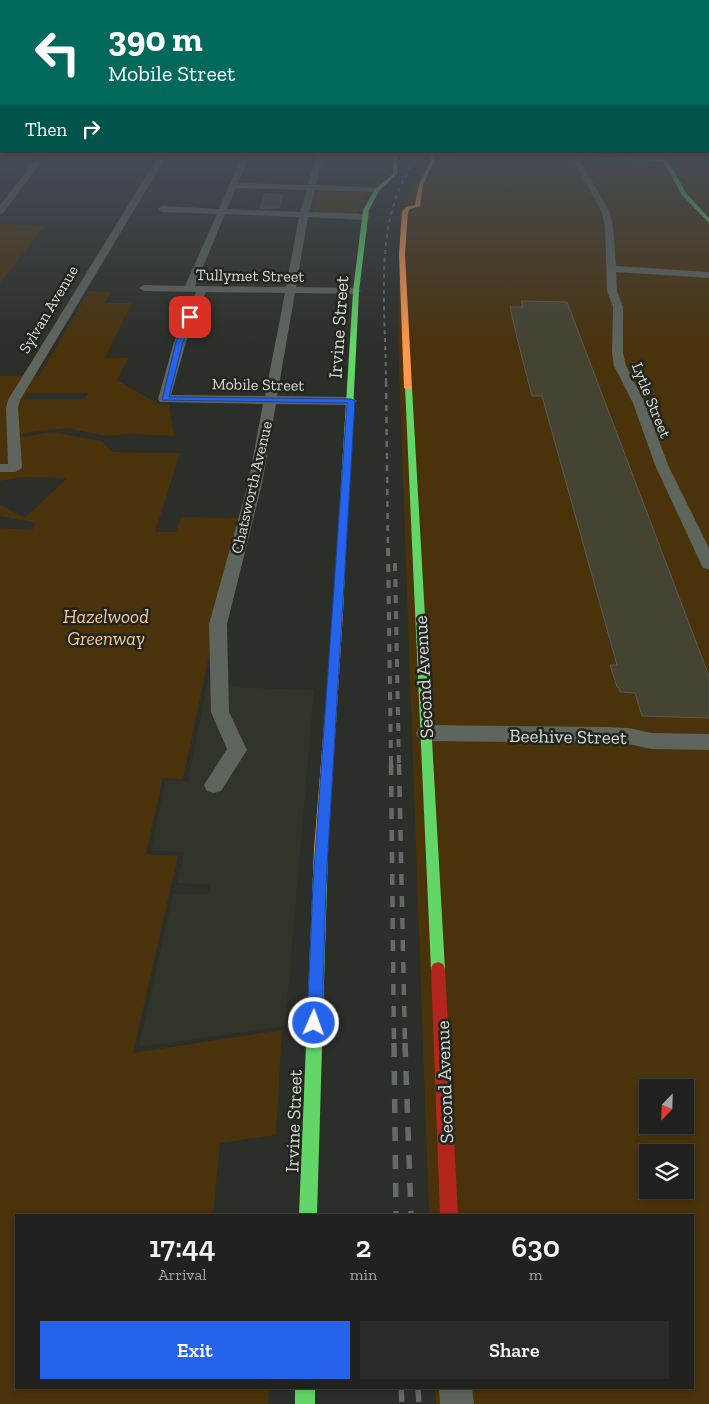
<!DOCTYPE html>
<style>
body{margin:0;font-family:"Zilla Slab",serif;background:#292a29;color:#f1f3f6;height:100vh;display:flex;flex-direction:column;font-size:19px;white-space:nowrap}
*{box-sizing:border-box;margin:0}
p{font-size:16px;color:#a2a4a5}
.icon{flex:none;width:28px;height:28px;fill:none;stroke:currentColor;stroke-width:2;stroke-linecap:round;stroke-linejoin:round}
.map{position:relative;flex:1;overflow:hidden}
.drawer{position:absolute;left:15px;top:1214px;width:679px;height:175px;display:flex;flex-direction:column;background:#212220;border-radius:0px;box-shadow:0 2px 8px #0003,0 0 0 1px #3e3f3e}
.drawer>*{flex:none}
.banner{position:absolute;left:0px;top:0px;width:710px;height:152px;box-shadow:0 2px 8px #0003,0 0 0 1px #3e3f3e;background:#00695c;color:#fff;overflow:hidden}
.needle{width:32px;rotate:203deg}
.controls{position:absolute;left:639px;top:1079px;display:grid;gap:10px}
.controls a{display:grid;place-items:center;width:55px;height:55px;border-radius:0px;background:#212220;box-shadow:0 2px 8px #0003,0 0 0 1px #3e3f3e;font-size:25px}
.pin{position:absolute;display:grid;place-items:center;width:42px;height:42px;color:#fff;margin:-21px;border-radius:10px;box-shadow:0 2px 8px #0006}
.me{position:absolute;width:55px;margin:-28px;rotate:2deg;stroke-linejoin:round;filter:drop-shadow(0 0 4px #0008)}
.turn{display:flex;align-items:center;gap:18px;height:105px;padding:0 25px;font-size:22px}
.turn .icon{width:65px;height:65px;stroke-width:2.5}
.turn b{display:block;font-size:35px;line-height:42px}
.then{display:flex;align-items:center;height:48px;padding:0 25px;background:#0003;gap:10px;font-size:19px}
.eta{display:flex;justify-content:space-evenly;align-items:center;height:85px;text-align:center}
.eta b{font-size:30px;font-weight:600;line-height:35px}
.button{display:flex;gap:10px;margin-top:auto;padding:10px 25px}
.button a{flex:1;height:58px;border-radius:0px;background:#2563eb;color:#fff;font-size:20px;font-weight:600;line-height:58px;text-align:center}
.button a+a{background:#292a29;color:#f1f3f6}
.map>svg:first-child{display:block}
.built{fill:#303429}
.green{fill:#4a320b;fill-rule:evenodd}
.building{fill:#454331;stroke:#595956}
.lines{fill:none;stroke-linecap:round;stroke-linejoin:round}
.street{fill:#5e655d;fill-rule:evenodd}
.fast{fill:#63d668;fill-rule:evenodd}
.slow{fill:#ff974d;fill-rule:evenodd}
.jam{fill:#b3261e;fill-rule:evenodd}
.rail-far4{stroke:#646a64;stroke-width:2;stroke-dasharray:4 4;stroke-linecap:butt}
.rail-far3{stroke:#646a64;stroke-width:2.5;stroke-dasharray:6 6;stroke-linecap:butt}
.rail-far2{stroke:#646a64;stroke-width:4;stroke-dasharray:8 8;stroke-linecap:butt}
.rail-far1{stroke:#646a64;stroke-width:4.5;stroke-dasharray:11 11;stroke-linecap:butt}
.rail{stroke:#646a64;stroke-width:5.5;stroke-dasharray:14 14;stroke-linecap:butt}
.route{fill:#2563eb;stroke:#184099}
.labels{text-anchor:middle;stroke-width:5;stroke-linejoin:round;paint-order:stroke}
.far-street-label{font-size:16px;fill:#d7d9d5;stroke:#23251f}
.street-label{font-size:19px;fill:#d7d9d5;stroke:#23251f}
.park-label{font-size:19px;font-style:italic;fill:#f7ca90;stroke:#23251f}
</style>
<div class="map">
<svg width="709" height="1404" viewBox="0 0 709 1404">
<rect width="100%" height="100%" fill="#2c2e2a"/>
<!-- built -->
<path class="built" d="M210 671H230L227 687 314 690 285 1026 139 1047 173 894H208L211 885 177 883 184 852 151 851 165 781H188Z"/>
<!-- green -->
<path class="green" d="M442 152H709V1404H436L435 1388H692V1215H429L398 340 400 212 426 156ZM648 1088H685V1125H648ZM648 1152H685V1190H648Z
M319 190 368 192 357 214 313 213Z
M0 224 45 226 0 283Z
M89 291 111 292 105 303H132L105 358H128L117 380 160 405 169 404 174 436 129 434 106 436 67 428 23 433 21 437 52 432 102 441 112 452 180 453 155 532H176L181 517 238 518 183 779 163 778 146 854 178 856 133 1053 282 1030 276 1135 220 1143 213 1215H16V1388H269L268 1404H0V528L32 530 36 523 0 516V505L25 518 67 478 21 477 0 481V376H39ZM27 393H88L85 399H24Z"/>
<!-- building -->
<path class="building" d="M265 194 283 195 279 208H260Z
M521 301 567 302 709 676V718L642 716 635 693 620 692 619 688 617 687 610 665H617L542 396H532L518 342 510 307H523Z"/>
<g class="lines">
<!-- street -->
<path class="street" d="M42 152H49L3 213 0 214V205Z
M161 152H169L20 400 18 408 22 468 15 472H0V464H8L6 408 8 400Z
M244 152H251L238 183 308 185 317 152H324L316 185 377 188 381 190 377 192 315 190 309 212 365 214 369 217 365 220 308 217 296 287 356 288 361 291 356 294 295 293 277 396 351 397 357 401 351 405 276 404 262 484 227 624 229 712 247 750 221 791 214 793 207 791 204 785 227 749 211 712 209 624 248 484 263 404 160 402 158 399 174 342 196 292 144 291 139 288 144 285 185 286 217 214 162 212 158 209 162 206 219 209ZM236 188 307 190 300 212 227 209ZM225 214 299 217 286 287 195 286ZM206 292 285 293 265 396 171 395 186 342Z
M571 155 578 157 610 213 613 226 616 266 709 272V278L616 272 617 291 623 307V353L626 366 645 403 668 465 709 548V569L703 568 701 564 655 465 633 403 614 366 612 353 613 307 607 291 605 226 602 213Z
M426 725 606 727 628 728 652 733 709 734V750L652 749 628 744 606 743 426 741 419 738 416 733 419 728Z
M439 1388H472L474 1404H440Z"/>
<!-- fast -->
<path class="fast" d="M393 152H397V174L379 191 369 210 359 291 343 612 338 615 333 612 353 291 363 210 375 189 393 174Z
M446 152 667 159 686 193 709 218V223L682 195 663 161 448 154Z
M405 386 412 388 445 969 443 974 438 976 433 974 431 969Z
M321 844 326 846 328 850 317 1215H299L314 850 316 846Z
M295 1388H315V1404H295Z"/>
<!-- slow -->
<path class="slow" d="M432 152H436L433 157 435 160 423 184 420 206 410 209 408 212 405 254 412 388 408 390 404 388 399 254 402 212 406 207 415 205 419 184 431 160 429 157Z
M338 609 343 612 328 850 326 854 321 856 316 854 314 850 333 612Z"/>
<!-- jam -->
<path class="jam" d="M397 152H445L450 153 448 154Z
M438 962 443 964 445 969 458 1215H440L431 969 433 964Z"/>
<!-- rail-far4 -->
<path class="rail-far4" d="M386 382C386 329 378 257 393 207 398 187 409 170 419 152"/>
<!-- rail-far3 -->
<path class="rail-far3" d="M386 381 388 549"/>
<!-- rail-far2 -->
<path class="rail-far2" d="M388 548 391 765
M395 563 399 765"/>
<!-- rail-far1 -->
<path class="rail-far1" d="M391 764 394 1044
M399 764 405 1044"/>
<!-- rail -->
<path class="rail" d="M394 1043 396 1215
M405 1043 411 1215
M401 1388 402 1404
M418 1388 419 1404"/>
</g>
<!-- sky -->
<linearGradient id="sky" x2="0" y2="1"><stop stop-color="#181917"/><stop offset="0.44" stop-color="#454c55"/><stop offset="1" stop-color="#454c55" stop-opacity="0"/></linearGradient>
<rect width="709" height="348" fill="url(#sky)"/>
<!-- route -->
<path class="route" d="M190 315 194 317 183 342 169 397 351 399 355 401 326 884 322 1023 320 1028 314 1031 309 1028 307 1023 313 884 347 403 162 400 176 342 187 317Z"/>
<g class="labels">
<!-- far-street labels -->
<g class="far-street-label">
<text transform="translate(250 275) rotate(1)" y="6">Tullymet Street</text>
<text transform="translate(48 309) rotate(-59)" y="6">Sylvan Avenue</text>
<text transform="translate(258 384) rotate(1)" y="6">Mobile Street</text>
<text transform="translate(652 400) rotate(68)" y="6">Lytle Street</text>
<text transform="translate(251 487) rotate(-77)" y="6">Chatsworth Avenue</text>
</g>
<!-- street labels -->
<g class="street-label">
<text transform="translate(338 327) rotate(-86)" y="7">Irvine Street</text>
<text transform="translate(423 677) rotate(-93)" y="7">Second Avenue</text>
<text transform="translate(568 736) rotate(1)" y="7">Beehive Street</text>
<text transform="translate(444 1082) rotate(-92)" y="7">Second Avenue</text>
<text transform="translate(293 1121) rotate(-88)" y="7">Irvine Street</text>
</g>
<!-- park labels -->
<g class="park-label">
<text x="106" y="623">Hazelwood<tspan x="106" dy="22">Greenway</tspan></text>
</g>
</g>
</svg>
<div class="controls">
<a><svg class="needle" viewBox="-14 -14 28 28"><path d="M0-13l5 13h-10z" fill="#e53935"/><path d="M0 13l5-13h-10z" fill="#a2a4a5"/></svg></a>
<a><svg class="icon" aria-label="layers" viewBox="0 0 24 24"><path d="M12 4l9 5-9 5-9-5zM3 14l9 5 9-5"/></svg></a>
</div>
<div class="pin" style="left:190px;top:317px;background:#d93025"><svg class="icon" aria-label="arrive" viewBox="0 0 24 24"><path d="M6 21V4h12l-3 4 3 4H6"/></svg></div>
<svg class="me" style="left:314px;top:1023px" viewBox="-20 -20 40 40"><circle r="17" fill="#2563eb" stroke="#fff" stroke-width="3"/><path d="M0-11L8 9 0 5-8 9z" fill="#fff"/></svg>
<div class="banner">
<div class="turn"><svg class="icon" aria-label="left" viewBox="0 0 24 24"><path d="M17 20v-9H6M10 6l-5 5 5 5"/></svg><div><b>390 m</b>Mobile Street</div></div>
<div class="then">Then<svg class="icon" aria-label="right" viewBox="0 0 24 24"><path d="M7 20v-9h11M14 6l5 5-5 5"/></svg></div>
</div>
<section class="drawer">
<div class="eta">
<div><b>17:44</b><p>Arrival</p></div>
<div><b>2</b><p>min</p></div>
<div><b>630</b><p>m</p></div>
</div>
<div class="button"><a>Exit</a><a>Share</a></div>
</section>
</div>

☆ ☆ ☆ ☆ ☆ ☆ ☆

> INSTRUCTIONS TO FOLLOW:
Report each line in the data that holds the word "overflow".

> WRITTEN SOLUTION:
.map{position:relative;flex:1;overflow:hidden}
.banner{position:absolute;left:0px;top:0px;width:710px;height:152px;box-shadow:0 2px 8px #0003,0 0 0 1px #3e3f3e;background:#00695c;color:#fff;overflow:hidden}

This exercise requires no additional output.